Erreur écologique

L'erreur écologique est une erreur de raisonnement dans l'interprétation de résultats statistiques au niveau individuel à partir de données agrégées. Son contraire est l'erreur atomiste[1].

Origine de l'expression

L'expression « erreur écologique » est la traduction de l'expression anglaise « ecological fallacy »[1]. Hanan C. Selvin est le premier à utiliser l'expression en 1958 dans un article critiquant les conclusions d'Émile Durkheim dans Le Suicide[2].

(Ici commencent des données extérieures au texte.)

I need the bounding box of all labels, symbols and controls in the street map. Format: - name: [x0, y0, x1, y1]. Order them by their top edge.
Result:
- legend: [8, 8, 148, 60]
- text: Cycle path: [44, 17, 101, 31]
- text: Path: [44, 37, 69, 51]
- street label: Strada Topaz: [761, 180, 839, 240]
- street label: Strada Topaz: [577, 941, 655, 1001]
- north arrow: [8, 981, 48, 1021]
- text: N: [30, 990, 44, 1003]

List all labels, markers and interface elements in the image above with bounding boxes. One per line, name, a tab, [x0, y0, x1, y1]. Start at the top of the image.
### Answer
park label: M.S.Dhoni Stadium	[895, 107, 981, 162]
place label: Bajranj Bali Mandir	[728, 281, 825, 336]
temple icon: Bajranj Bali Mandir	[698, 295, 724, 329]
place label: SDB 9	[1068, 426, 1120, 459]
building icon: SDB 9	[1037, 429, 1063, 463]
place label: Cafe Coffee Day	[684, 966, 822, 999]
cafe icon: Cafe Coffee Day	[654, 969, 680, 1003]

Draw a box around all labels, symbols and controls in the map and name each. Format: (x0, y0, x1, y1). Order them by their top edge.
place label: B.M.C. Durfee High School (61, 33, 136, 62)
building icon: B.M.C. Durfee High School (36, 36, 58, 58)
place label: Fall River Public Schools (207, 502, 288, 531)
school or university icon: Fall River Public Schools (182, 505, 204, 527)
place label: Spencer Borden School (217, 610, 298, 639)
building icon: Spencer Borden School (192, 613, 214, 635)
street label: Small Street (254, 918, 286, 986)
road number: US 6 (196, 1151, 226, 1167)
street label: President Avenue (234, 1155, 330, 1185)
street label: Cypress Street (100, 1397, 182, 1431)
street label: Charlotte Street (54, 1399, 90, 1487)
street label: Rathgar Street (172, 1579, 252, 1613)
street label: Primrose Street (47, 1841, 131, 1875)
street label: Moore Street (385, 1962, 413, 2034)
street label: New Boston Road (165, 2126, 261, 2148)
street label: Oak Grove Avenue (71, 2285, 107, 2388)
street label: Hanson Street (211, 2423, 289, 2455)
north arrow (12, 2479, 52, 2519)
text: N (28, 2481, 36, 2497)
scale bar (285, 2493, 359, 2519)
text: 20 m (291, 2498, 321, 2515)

William S. Robinson le précéda néanmoins dans la mise en évidence du phénomène dans un article de 1950 sur la comparaison des taux d'illettrisme et les proportions de population immigrée entre les États fédérés des États-Unis, à partir des données du recensement de 1930[3]. Il y a corrélation négative entre ces deux valeurs : plus les immigrés étaient nombreux dans un État, plus le taux d’illettrisme de cet État était faible. Pourtant, à l'échelle individuelle, les immigrés étaient en moyenne plus souvent illettrés que les autochtones. Le paradoxe tenait au fait que les immigrants, quoique plus souvent illettrés eux-mêmes, tendaient à s'installer davantage dans les États aux plus faibles taux d'illettrisme. Sans utiliser lui-même l'expression « ecological fallacy », Robinson met néanmoins en garde contre les inférences abusives à l'échelle individuelle à partir de données agrégées (« ecological data »).

Exemples

En géographie

En géographie, l'erreur écologique la plus courante consiste à confondre les propriétés qui valent pour un individu et celles qui valent pour un espace dans lequel il s'inscrit.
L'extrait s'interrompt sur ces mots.